Potential involvement of autophagy in the pathogenesis of metabolic diseases is drawing increasing attention. Autophagy activity appears to be reduced in the liver in diet-induced and genetically obese mice [88, 89]. Importantly, rescue of autophagy function in the liver restores hepatic insulin signaling and glucose homeostasis. Autophagy also plays a direct role in the hydrolysis of triglycerides stored in lipid droplets [53]. In this case, lysosomal hydrolysis of triglycerides provides a previously unappreciated mechanism for lipid hydrolysis and fatty acid β-oxidation. As hepatic steatosis is a common feature in insulin resistant state, it is possible that defects in autophagy may contribute to excess triglyceride accumulation in the liver.

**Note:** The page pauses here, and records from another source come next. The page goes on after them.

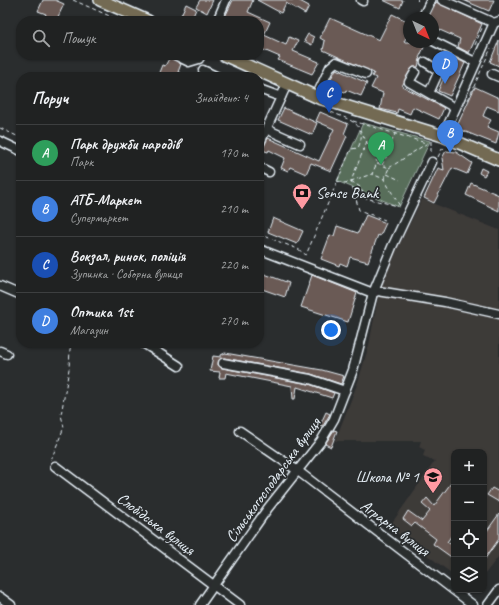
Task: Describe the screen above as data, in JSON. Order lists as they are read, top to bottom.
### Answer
{
  "streets": {
    "street": ["Сільськогосподарська вулиця", "Слобідська вулиця", "Аграрна вулиця"]
  },
  "crossings": [
    ["Сільськогосподарська вулиця", "Слобідська вулиця"],
    ["Сільськогосподарська вулиця", "Аграрна вулиця"]
  ],
  "places": {
    "bank": ["Sense Bank"],
    "school or university": ["Школа № 1"]
  },
  "north": "bottom right",
  "page": {
    "search": "Пошук",
    "pins": [
      "D",
      "C",
      "B",
      "A"
    ],
    "heading": ["Поруч", "Знайдено: 4"],
    "list": [
      {
        "mark": "A",
        "name": "Парк дружби народів",
        "note": "Парк",
        "value": "170 m"
      },
      {
        "mark": "B",
        "name": "АТБ-Маркет",
        "note": "Супермаркет",
        "value": "210 m"
      },
      {
        "mark": "C",
        "name": "Вокзал, ринок, поліція",
        "note": "Зупинка · Соборна вулиця",
        "value": "220 m"
      },
      {
        "mark": "D",
        "name": "Оптика 1st",
        "note": "Магазин",
        "value": "270 m"
      }
    ],
    "map_buttons": ["+", "−"]
  }
}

The extent to which reduced autophagy contributes to hepatic steatosis and potentially non-alcoholic steatohepatitis remains to be established. A second pathway that links autophagy to hepatic lipid metabolism is through autophagy-mediated degradation of Apolipoprotein B (ApoB). Under physiological conditions, a significant proportion of nascent ApoB-containing VLDL particles is diverted from the secretory pathway and towards autophagic degradation [90]. It is possible that defective clearance of these lipid-containing particles may further aggravate hepatic steatosis. Hepatic VLDL secretion is itself diurnally regulated, and as such, autophagy-mediated ApoB degradation may be coupled to the circadian regulation of VLDL secretion [91]. Finally, autophagy is also required for adipogenesis, insulin secretion by β-cells as well as muscle metabolism and function [51, 52, 55, 92, 93]. The coupling of autophagy and metabolism, and importantly, their alignment to the body clock are emerging as a novel factor underlying metabolic homeostasis and disease.
Concluding remarks
Nutrient and energy metabolism in mammalian tissues exhibits strong diurnal rhythms. The orchestration of metabolic rhythm requires time-dependent transitions between metabolic states and their alignment to the biological clock. In this context, cyclic activation of autophagy throughout light/dark cycles could in principle fulfill several critical roles. Autophagic degradation provides energy and biosynthetic intermediates to help maintain cellular and systemic homeostasis between feeding cycles. The periodic activation of autophagy may contribute to proteome turnover and organelle homeostasis, which collectively define different metabolic phases and the transition among these temporal compartments in the tissue. Because autophagy is emerging as an important process for metabolic homeostasis, future work is needed to assess the significance of autophagy cycles in physiology and the extent to which its disruption contributes to the pathogenesis of metabolic disease.
Rhythmic activation of autophagy is controlled by the biological clock as well as nutritional signals, and may contribute to nutritional and energy homeostasis through light/dark cycles, proteome and organelle remodeling, and the temporal compartmentalization of tissue metabolism.
Acknowledgments
We would like to thank Drs. Daniel Klionsky and Jun-Lin Guan for discussions. This work was supported by the National Institutes of Health (DK077086, HL097738), American Diabetes Association, and American Heart Association. We apologize to colleagues whose relevant work was not cited here due to space limitation.